Pour nous, actuellement, deux priorités dominent : d’abord permettre aux musiciens de l’orchestre de travailler. Le fait d’avoir été réduits au silence pendant le premier confinement a été particulièrement difficile pour eux, d’autant que l’ONCT est historiquement un effectif qui travaille énormément, entre la saison lyrique, la saison symphonique, les projets pédagogiques… Les musiciens sont des professionnels extrêmement investis et leur permettre de retrouver la scène était primordial, même dans des conditions complexes. Jouer, se retrouver (justement…), renouer avec des chefs, des artistes et avec leur public évidemment était un enjeu essentiel.

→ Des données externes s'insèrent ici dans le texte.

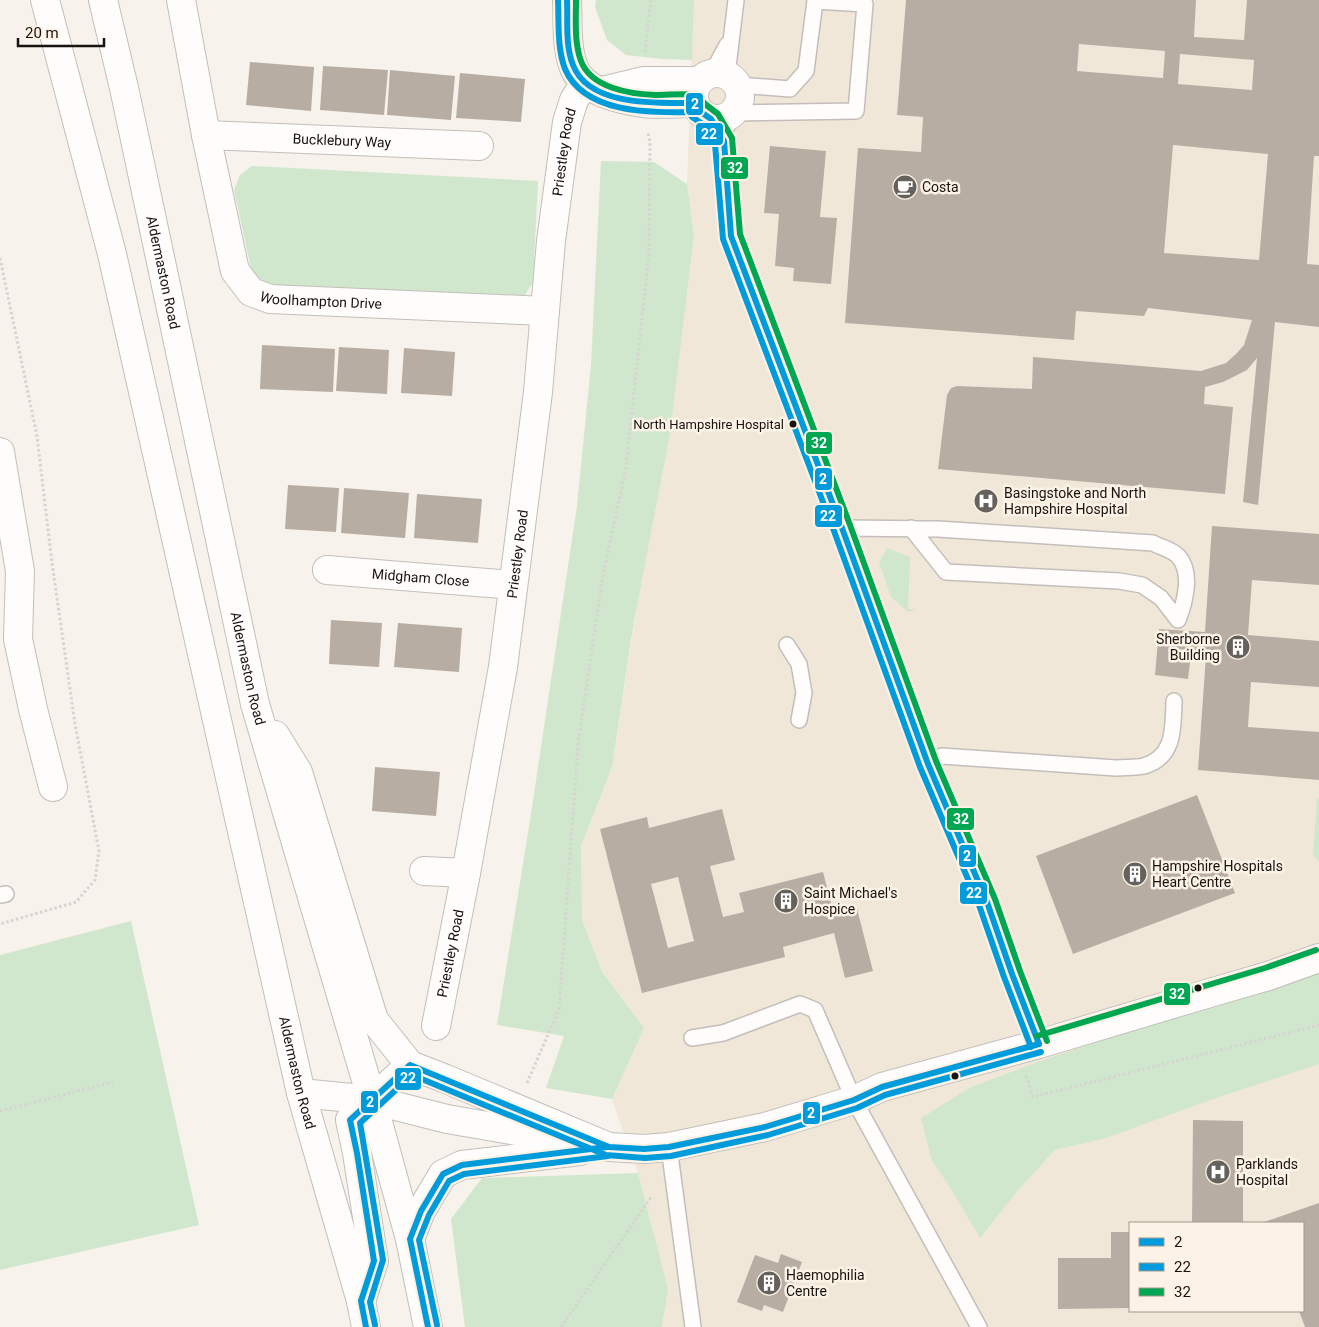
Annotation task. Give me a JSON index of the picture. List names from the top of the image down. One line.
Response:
{"streets":{"main road":["Bucklebury Way","Priestley Road","Aldermaston Road","Woolhampton Drive","Midgham Close"]},"crossings":[["Bucklebury Way","Woolhampton Drive"],["Priestley Road","Woolhampton Drive"],["Priestley Road","Midgham Close"]],"places":{"cafe":["Costa"],"other":["North Hampshire Hospital"],"hospital":["Basingstoke and North Hampshire Hospital","Parklands Hospital"],"building":["Sherborne Building","Hampshire Hospitals Heart Centre","Saint Michael's Hospice","Haemophilia Centre"]},"lines":["transit line 2","transit line 22","transit line 32"],"legend":["2","22","32"],"scale_bar":"20 m"}
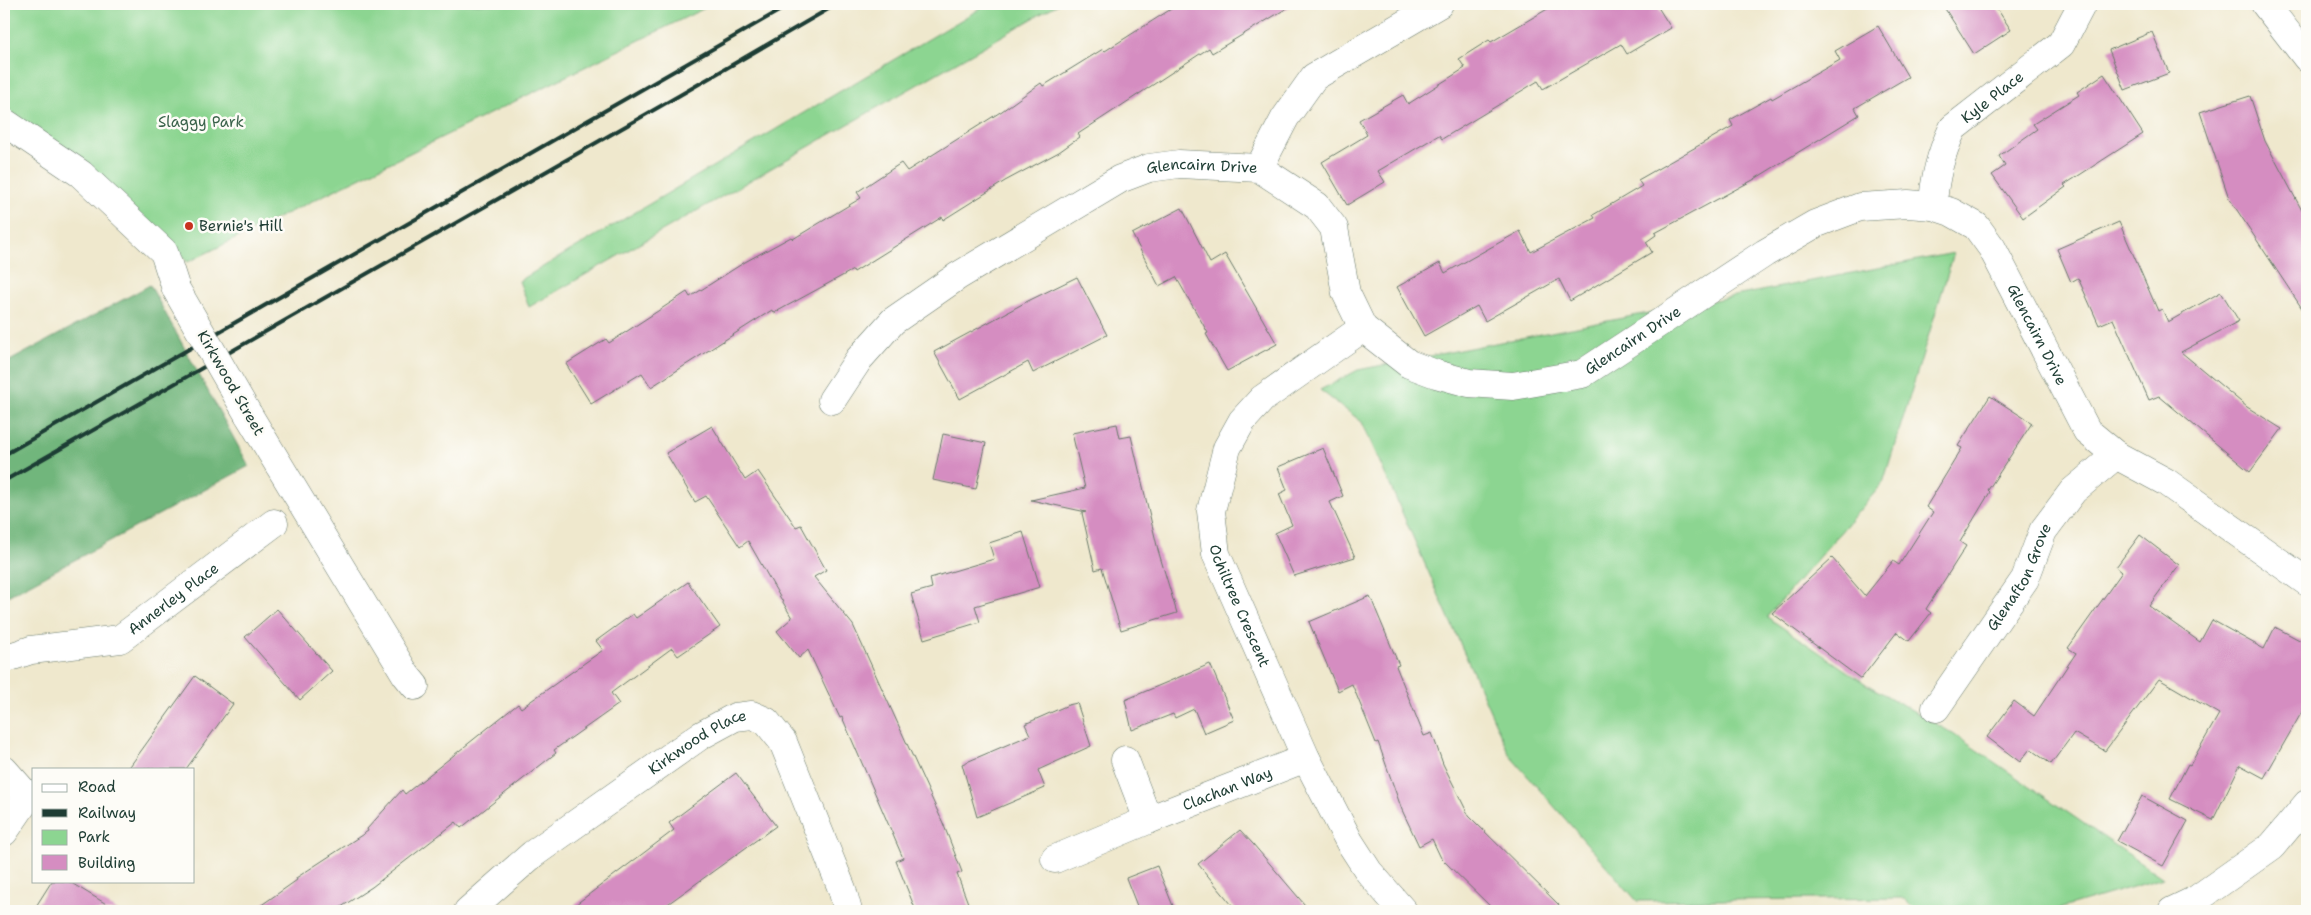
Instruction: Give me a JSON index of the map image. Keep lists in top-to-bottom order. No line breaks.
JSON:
{"streets":{"street":["Kyle Place","Glencairn Drive","Kirkwood Street","Glenafton Grove","Annerley Place","Ochiltree Crescent","Kirkwood Place","Clachan Way"]},"crossings":[["Kyle Place","Glencairn Drive"],["Glencairn Drive","Glenafton Grove"],["Glencairn Drive","Ochiltree Crescent"],["Ochiltree Crescent","Clachan Way"]],"parks":["Slaggy Park"],"places":["Bernie's Hill"],"legend":["Road","Railway","Park","Building"]}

Notre deuxième mission est celle d’une solidarité avec l’écosystème musical français – mais pas seulement – : l’orchestre est solidaire de solistes, de chefs qui vivent exclusivement des saisons musicales. Permettre à la nôtre de se poursuivre, coûte que coûte, c’est aussi protéger à long terme le talent des scènes françaises, ne l’oublions pas.
Enfin, un troisième enjeu, spécifique à Toulouse, a renforcé notre conviction selon laquelle « The show must go on » : nous devons, à l’horizon de deux saisons, penser à la succession de Tugan Sokhiev. Dans cette perspective, il est capital de nouer de nouvelles collaborations et de donner leur chance à des chefs et à des cheffes qui nous permettent de penser le futur.
On imagine bien, mais peut-être pas clairement, le lourd déficit financier qu’entraînent ces annulations, en particulier en ces temps de restrictions budgétaires dont la Culture est particulièrement la cible. Quelles conséquences pour l’Orchestre du Capitole ?
Th d’A : N’oublions pas que l’ONCT est financé à plus de 80% par Toulouse Métropole, ce qui est un soutien absolument décisif pour nous. Cet engagement nous donne des responsabilités essentielles comme service public : appartenir à une collectivité territoriale nous engage d’autant plus à maintenir notre lien avec le public de Toulouse et de son territoire.
De façon plus conjoncturelle, l’essentiel, pour nous, est de travailler à budget constant, évidemment, et dans cette perspective notre collaboration avec l’administration générale du théâtre et de l’orchestre est décisive. Nous avons dû faire des choix et nous n’avons pu préserver toutes les semaines prévues. Ainsi, sur les cinq dernières semaines, trois semaines ont été maintenues (c’est déjà beaucoup !).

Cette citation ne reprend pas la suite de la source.